Saved entries:
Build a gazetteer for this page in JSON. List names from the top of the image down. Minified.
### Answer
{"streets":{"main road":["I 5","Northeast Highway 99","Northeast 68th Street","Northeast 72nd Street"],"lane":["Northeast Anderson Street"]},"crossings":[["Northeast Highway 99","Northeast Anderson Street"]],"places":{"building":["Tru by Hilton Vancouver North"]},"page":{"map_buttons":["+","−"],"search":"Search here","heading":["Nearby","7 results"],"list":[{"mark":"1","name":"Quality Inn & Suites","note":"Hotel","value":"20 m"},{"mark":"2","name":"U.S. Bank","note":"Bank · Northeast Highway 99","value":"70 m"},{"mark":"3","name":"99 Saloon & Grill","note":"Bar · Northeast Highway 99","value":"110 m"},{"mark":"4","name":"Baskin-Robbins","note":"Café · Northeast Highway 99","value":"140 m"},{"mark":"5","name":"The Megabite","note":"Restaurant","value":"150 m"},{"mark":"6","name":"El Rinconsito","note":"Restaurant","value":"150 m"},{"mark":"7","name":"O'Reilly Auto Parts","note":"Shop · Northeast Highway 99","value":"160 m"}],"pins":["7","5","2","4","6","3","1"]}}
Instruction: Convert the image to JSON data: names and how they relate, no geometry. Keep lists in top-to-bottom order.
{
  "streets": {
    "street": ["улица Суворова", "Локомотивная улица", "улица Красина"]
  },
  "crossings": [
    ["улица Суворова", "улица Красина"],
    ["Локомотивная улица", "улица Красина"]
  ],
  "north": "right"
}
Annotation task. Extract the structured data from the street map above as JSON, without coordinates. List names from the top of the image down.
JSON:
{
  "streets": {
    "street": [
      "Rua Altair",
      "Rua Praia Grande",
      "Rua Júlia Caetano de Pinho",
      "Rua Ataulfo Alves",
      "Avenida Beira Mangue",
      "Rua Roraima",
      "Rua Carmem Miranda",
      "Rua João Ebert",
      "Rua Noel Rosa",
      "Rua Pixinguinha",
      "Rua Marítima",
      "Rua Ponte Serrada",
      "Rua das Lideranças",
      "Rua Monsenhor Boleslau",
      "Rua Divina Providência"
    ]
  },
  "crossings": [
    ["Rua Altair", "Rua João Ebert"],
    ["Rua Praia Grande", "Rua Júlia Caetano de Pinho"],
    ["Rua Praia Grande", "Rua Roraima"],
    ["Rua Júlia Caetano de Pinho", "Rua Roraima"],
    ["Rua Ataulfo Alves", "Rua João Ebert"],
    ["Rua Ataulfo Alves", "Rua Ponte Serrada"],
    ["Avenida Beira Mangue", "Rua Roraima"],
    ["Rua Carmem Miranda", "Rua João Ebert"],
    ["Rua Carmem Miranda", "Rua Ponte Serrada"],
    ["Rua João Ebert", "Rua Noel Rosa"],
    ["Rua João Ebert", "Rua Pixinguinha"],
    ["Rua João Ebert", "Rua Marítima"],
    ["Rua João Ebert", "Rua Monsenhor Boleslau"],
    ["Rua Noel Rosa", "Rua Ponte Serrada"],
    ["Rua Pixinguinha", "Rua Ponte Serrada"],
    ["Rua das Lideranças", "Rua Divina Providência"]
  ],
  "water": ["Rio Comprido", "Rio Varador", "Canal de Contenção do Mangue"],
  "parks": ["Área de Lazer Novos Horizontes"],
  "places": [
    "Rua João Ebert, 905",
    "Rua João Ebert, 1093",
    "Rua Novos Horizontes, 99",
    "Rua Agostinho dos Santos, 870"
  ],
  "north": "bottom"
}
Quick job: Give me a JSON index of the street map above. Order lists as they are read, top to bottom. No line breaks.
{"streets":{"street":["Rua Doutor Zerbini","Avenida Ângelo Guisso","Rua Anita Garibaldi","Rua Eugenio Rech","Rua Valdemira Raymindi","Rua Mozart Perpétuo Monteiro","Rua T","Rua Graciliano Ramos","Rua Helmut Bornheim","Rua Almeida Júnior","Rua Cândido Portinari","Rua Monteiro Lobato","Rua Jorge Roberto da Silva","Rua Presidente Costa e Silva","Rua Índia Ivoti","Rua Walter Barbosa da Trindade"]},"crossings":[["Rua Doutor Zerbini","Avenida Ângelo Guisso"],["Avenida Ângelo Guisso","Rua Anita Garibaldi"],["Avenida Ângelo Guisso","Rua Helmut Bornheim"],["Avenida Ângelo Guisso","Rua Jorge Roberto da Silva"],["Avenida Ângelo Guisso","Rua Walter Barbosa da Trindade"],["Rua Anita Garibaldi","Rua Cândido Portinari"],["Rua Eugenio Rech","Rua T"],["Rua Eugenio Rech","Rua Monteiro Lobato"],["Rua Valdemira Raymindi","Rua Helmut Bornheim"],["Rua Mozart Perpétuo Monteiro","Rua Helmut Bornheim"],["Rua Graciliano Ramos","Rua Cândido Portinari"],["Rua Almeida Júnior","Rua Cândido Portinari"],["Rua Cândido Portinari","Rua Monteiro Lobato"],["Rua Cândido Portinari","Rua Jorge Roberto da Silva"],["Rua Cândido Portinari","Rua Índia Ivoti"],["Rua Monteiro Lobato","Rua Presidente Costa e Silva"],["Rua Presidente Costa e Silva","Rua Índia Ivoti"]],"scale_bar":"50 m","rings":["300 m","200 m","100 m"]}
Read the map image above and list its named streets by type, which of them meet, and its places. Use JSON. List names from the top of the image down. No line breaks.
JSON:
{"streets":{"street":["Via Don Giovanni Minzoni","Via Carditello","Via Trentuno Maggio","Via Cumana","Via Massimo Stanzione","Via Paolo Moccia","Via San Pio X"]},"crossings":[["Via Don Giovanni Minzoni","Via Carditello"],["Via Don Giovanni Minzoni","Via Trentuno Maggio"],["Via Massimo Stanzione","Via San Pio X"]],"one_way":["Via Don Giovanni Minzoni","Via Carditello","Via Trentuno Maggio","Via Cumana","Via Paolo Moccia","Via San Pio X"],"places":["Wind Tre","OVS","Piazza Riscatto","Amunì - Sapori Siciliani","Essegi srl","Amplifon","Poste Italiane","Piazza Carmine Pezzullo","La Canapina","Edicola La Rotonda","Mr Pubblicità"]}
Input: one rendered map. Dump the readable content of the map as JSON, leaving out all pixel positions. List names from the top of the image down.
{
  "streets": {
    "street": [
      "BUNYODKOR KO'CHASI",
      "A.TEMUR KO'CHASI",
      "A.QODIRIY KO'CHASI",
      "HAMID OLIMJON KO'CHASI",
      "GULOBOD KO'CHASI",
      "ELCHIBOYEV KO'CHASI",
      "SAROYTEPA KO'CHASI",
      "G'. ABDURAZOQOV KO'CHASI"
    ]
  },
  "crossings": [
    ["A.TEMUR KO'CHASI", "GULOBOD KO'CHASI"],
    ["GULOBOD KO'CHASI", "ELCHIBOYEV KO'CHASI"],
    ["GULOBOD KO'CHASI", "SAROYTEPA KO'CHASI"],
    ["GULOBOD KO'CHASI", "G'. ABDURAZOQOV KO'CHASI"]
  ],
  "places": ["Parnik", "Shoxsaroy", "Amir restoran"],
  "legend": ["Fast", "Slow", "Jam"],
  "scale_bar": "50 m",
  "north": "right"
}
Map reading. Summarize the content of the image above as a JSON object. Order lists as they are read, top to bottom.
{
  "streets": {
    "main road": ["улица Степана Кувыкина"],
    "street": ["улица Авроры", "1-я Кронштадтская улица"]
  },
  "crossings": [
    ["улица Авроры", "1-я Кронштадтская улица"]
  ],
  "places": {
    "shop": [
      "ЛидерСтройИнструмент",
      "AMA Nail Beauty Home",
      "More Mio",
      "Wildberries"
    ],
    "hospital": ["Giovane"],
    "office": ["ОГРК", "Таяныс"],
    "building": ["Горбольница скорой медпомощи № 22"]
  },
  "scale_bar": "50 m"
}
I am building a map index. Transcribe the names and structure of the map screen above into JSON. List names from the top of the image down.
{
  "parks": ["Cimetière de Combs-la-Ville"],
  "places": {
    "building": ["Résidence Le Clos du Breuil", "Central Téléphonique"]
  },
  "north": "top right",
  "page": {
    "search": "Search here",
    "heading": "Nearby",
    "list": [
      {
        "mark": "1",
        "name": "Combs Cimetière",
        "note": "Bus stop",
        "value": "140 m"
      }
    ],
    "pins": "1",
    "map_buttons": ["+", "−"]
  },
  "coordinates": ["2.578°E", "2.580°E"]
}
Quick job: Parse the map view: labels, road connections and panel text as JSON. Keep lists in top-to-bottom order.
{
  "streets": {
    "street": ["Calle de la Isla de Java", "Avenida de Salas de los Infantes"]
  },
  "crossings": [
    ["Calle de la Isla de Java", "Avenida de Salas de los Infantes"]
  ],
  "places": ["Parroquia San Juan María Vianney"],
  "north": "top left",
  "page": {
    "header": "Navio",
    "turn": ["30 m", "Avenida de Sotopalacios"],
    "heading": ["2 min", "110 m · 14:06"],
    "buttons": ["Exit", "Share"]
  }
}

## Required action:
What is needed is each line of the entries that contains the word "Rosa".

## Exercise response:
      "Rua Noel Rosa",
    ["Rua João Ebert", "Rua Noel Rosa"],
    ["Rua Noel Rosa", "Rua Ponte Serrada"],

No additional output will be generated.